Try it → With the records below as your source, retype each line exactly from the top down to the line that contains "Map reading. Transcribe", and include that line.

::: Data excerpts :::

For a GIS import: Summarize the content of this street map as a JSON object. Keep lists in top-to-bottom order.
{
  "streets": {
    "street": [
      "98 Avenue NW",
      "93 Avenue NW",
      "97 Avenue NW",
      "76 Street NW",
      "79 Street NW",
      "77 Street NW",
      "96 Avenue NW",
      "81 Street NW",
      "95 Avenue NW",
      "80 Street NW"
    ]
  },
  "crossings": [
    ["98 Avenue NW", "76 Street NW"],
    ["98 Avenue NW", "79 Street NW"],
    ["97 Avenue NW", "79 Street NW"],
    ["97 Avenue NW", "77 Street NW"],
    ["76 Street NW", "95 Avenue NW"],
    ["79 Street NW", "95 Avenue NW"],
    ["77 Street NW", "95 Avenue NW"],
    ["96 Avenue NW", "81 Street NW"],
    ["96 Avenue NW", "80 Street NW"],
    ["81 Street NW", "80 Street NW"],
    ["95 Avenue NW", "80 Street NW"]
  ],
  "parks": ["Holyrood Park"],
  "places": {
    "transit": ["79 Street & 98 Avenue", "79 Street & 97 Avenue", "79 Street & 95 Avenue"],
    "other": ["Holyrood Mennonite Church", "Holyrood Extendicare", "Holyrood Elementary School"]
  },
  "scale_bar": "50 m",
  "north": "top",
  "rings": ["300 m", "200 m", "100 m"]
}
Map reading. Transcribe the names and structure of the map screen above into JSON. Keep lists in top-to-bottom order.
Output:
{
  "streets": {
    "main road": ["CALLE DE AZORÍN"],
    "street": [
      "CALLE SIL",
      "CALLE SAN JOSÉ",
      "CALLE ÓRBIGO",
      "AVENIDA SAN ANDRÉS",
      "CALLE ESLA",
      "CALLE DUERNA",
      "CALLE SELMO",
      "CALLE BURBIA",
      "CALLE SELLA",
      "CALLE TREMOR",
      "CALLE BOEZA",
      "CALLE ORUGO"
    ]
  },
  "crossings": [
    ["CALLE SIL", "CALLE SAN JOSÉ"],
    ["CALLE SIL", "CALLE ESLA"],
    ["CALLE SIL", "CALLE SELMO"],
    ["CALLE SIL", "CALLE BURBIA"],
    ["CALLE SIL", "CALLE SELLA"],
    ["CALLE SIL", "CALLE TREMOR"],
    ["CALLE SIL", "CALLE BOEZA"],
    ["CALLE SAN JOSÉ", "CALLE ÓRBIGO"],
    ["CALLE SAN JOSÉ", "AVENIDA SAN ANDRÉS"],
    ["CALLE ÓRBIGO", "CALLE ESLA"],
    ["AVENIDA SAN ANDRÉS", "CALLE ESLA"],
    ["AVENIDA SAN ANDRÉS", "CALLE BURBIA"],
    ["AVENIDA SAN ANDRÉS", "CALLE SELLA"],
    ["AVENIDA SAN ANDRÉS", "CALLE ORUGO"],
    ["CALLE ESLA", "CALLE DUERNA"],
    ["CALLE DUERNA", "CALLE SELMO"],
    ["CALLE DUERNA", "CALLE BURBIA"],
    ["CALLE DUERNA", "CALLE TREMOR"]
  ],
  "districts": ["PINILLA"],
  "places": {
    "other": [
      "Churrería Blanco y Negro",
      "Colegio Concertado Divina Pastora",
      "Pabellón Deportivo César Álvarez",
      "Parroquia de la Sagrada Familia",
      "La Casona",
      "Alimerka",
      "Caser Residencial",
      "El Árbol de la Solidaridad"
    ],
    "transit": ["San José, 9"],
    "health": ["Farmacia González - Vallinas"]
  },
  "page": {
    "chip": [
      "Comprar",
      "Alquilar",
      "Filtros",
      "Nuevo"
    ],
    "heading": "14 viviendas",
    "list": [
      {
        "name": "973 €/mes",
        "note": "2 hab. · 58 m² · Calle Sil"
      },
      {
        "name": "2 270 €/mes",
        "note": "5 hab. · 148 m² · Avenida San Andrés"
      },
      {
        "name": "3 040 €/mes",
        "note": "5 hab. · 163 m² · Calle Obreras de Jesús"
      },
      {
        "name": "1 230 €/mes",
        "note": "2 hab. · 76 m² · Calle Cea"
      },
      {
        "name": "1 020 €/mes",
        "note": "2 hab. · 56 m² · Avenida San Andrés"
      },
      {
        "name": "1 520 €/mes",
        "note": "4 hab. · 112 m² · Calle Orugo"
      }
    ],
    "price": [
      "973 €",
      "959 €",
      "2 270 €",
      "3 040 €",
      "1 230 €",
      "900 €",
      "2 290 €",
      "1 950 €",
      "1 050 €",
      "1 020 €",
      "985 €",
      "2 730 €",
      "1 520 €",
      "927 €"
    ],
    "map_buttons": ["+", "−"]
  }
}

:::

Exercise output →
For a GIS import: Summarize the content of this street map as a JSON object. Keep lists in top-to-bottom order.
{
  "streets": {
    "street": [
      "98 Avenue NW",
      "93 Avenue NW",
      "97 Avenue NW",
      "76 Street NW",
      "79 Street NW",
      "77 Street NW",
      "96 Avenue NW",
      "81 Street NW",
      "95 Avenue NW",
      "80 Street NW"
    ]
  },
  "crossings": [
    ["98 Avenue NW", "76 Street NW"],
    ["98 Avenue NW", "79 Street NW"],
    ["97 Avenue NW", "79 Street NW"],
    ["97 Avenue NW", "77 Street NW"],
    ["76 Street NW", "95 Avenue NW"],
    ["79 Street NW", "95 Avenue NW"],
    ["77 Street NW", "95 Avenue NW"],
    ["96 Avenue NW", "81 Street NW"],
    ["96 Avenue NW", "80 Street NW"],
    ["81 Street NW", "80 Street NW"],
    ["95 Avenue NW", "80 Street NW"]
  ],
  "parks": ["Holyrood Park"],
  "places": {
    "transit": ["79 Street & 98 Avenue", "79 Street & 97 Avenue", "79 Street & 95 Avenue"],
    "other": ["Holyrood Mennonite Church", "Holyrood Extendicare", "Holyrood Elementary School"]
  },
  "scale_bar": "50 m",
  "north": "top",
  "rings": ["300 m", "200 m", "100 m"]
}
Map reading. Transcribe the names and structure of the map screen above into JSON. Keep lists in top-to-bottom order.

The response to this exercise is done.